┌─ PROVIDED RECORDS

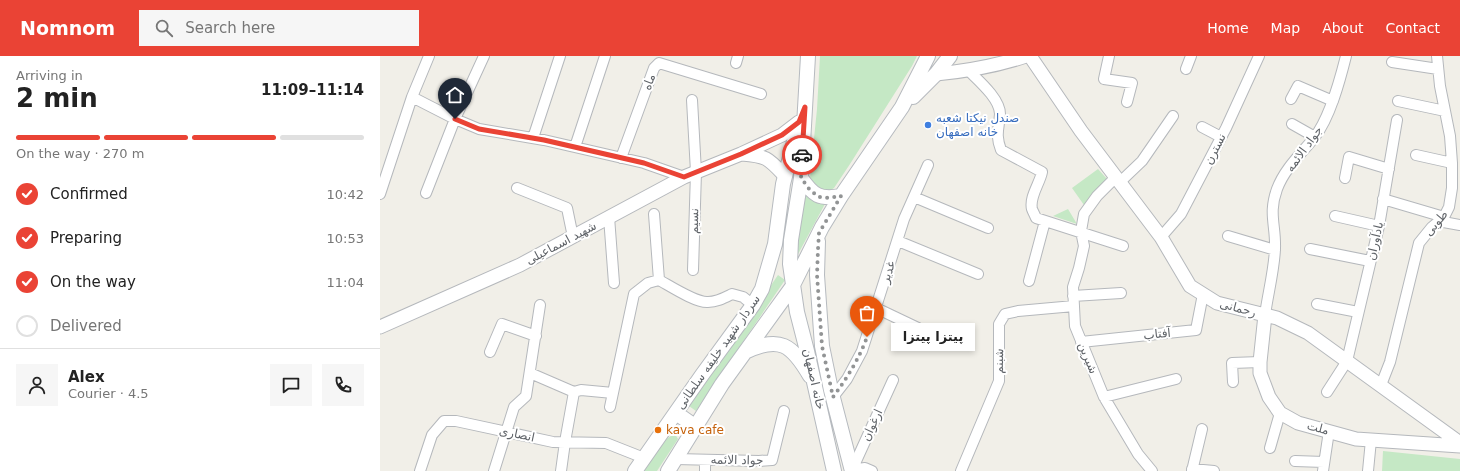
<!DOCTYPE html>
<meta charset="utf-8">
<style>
body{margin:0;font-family:"DejaVu Sans",Cairo,sans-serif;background:#f6f6f6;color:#222;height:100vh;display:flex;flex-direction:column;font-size:15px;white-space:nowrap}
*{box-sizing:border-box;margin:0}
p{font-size:13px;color:#767676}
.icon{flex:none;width:22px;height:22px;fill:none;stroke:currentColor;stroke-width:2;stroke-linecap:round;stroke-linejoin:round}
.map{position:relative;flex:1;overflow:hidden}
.panel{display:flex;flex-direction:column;background:#fff;width:380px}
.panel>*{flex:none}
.pin{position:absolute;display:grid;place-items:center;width:34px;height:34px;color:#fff;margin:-41px -17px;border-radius:50% 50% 50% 0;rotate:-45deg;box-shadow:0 0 4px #0007}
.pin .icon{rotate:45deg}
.courier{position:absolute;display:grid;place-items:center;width:40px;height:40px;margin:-20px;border:3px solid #ea4335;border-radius:50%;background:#fff;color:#222;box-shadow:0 1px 5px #0007}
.bubble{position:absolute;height:28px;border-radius:0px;background:#fff;box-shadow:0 2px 6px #0003;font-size:13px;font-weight:700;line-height:28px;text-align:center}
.headline em{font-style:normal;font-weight:700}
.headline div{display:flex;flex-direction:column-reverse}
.headline{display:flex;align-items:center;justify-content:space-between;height:68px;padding:0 16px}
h1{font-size:26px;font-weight:700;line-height:30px}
.bar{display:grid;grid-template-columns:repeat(4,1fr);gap:6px 4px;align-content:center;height:48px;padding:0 16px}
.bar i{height:5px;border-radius:3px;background:#e0e0e0}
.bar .active{background:#ea4335}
.bar p{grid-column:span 4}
.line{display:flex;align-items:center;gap:10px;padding:0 16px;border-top:1px solid #e0e0e0}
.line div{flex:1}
.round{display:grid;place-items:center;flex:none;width:42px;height:42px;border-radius:0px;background:#f6f6f6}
ol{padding:0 16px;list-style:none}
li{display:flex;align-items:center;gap:12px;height:44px}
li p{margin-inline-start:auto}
li .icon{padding:4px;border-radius:50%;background:#ea4335;color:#fff;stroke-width:4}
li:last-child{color:#767676}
li i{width:22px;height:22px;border:2px solid #e0e0e0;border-radius:50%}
header{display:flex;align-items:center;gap:24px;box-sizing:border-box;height:56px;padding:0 20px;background:#ea4335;color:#fff}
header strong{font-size:19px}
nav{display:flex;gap:22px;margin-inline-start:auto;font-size:14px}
.search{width:280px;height:36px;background:#f6f6f6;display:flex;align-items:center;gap:10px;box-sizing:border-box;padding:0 14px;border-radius:0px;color:#767676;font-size:15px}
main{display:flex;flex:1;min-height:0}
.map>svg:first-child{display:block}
.green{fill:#c5e8c5}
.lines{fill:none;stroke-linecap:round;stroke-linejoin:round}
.minor-casing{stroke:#b5b8bc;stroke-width:12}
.tertiary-casing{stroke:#b5b8bc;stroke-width:15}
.secondary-casing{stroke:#b6babf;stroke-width:16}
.minor{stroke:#fff;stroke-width:10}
.tertiary{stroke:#fff;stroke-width:13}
.secondary{stroke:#fff;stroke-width:14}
.done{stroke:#929495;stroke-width:4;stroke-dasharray:0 7.2}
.route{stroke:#ea4335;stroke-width:5}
.shop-dot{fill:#3f7fe0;stroke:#fff;stroke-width:1.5}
.food-dot{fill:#e8710a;stroke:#fff;stroke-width:1.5}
.labels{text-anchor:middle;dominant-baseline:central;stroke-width:4;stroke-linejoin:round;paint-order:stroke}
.street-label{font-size:12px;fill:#5f6368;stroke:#fff}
.shop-label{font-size:12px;fill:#366cbe;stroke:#fff;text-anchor:start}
.food-label{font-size:12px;fill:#c56008;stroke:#fff;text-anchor:start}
</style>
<header>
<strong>Nomnom</strong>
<div class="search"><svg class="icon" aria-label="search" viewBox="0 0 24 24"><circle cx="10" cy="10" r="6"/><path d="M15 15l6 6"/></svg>Search here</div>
<nav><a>Home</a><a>Map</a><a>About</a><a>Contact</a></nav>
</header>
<main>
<section class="panel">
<div class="headline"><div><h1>2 min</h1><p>Arriving in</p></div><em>11:09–11:14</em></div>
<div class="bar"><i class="active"></i><i class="active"></i><i class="active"></i><i></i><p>On the way · 270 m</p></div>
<ol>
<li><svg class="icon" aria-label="check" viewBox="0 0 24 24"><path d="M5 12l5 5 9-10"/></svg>Confirmed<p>10:42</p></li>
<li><svg class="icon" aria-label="check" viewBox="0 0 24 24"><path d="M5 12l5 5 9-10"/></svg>Preparing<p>10:53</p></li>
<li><svg class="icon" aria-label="check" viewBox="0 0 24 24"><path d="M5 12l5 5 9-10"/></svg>On the way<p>11:04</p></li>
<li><i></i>Delivered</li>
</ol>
<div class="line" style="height:72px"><a class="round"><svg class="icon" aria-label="person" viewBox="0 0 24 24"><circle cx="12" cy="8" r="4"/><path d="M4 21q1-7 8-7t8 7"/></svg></a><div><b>Alex</b><p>Courier · 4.5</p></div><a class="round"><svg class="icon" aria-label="chat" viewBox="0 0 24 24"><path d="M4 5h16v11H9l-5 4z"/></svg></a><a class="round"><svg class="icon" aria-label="phone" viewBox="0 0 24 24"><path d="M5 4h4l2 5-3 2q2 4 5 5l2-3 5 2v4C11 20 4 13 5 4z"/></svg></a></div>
</section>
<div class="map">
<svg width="1080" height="415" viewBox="0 0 1080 415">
<rect width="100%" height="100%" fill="#f1efe8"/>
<path class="green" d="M 440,0 L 537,0 L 532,10 L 470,108 L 454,132 L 447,137 L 439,135 L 430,122 L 437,53 Z
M 718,113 L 727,123 L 704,149 L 692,132 Z
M 425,138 L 437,147 L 446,146 L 416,202 Z
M 688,153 L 697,168 L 673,160 Z
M 398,219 L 405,224 L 316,355 L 309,350 Z
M 295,378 L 298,383 L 277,415 L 262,415 C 271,402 280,384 295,378 Z
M 1003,395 L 1080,403 L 1080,415 L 1002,415 Z"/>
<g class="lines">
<g class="minor-casing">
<path id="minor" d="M 49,0 L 32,41 L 75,63 L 99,73 L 164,84 L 264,107 L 304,121
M 729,0 L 724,23 L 752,27 L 747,46
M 1012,6 L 1058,13
M 356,7 L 358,0
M 806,13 L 811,0
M 589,15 C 599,25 620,43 620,58 C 619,73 615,78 621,94 L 662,116 C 660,127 649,141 652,153 C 653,156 655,159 656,162 L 743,190
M 911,43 L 918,30 L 953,45
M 312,44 L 316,116 L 313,214
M 1018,45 L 1065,55
M 912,68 L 935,81
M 822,71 L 841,81
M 153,82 L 180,0
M 195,91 L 225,0
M 1036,99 L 1072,107
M 241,102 L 274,12 L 279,7 L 381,38
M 736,121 L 717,140 L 704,158 L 701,175 L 704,190 L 699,212 L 693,231 L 695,270 L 724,341 L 758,398 L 772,415
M 965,122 L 969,101 L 1009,113
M 740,126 L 762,105 L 793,60
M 137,132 L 187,152 L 193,181
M 46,137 L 75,63 L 104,0
M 0,138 L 32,41
M 534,141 L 608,172
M 1003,143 L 1064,161
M 274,158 L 279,224
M 955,160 L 999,170
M 229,161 L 234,227
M 1058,165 L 1080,169
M 848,180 L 895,194
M 781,181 L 801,158 L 846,72 L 879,0
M 518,185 L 598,218
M 930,193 L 990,205
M 649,225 L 665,165
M 693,240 L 741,237
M 937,248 L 978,256
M 496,252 L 538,272
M 885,259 C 888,237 894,215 895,193 C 896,169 888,158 897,133 C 905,112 921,98 934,82 C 950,62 960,24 966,0
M 701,286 L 816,274 L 823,238
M 110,296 L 122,268 L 156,280
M 150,317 L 194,336
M 853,326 L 852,307 L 880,306
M 1001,329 L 1010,306 L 1039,187 L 1052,171 L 1064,161 L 1069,151 L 1072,132 L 1072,107 L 1070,80 L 1060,30 L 1057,0
M 947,336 L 967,305 L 999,170 L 1017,64
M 453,341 L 467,323 L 482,295 L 524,163 L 548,109
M 724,341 L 796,323
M 230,351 L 254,238 L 268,227 L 279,224 C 290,230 316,247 328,246 C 337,246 344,242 352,238 L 363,241 L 373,249
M 890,392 L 900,357
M 296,403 L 379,405 L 392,404 L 404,355
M 915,405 L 944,406
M 812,413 L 834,415
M 472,414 L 513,324
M 472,414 L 485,412 L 492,415
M 40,415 L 52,379 L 64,365 L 76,365 L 173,386 L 226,387 L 264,402
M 114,415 L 134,351 L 146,340 L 160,249
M 181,415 L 185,386 L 194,336 L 201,334 L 233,337
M 325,415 L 325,404
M 581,415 L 619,325 L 619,268 L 625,258 L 638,255 L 694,250
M 812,415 L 822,373
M 943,415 L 949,375
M 988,415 L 991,384"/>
</g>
<g class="tertiary-casing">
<path id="tertiary" d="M 650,0 L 701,75 L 781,181 L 810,230 L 837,247 L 897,262 L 928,277 L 1080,387
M 556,18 C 588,15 616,10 646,0
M 362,98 C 387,100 388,102 405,120
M 885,259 L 880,306 L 880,317 L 889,341 L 900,357 L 918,367 L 976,383 L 1080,390
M 0,271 L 140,209 L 304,121 L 361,98 L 402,79 L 419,66"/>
</g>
<g class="secondary-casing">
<path id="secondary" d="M 428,0 L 421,122 L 411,184 L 410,208 L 417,256 L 427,295 L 454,415
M 533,41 L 556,18 L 570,0
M 421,122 C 433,139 439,144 461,140
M 438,185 L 437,219 L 442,290 L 451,334 L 472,415
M 365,296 C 400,279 412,289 430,320
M 296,357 L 316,371
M 255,415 L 322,319 L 373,249 L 382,233 L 395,188 L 403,128 L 418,70
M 288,415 L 342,328 L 412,231 L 442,171 L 461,140 L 522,51 L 548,0"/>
</g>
<use href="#minor" class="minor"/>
<use href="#tertiary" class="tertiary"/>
<use href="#secondary" class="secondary"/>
</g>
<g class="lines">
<path class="done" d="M 422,99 L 421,122 L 430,134 L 439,141 L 449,142 L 461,140 L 439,177 L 438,193 L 437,219 L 442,290 L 453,341 C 467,322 479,303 487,281"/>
<path class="route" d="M 75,63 L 99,73 L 164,84 L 264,107 L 304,121 L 361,98 L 402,79 L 419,66 L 425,51 L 422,99"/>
</g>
<circle class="shop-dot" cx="548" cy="69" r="4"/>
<circle class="food-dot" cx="278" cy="374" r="4"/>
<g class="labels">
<g class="street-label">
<text transform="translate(269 26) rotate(-70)">ماه</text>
<text transform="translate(835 93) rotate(-63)">نسترن</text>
<text transform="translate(924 93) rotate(-54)">جواد الائمه</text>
<text transform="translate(314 165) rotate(-89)">نسیم</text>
<text transform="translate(1056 167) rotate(-50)">طوبی</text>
<text transform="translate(995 185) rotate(-77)">یادآوران</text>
<text transform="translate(181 187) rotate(-28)">شهید اسماعیلی</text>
<text transform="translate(508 216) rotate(-72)">غدیر</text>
<text transform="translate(858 252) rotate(15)">رحمانی</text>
<text transform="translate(777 278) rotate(-6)">آفتاب</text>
<text transform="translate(338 296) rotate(-55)">سردار شهید خلیفه سلطانی</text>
<text transform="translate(708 302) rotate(68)">شیرین</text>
<text transform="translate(619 305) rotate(-89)">شبنم</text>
<text transform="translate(434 323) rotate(77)">خانه اصفهان</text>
<text transform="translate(492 369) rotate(-65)">ارغوان</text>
<text transform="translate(938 372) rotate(15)">ملت</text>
<text transform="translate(137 378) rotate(12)">انصاری</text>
<text transform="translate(357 404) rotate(1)">جواد الائمه</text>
</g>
<g class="shop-label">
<text x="556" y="62">صندل نیکتا شعبه<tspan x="556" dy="14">خانه اصفهان</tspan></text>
</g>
<g class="food-label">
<text x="286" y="374">kava cafe</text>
</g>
</g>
</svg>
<div class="pin" style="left:487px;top:281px;background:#ea580c"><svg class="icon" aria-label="bag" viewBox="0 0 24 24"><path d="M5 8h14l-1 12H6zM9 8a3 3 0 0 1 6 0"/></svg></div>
<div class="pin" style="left:75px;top:63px;background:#1f2937"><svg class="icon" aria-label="home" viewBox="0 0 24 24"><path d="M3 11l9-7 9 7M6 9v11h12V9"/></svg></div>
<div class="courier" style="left:422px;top:99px"><svg class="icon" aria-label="car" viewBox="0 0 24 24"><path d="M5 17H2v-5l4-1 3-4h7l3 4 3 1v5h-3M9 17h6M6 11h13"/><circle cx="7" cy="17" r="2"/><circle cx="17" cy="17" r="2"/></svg></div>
<div class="bubble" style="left:511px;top:267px;width:84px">پیتزا پیتزا</div>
</div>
</main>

└─

→ **WORK TO COMPLETE**: Pick each line holding the word "position" out of the data and copy it.

→ **RESPONSE TO THIS TASK**:
.map{position:relative;flex:1;overflow:hidden}
.pin{position:absolute;display:grid;place-items:center;width:34px;height:34px;color:#fff;margin:-41px -17px;border-radius:50% 50% 50% 0;rotate:-45deg;box-shadow:0 0 4px #0007}
.courier{position:absolute;display:grid;place-items:center;width:40px;height:40px;margin:-20px;border:3px solid #ea4335;border-radius:50%;background:#fff;color:#222;box-shadow:0 1px 5px #0007}
.bubble{position:absolute;height:28px;border-radius:0px;background:#fff;box-shadow:0 2px 6px #0003;font-size:13px;font-weight:700;line-height:28px;text-align:center}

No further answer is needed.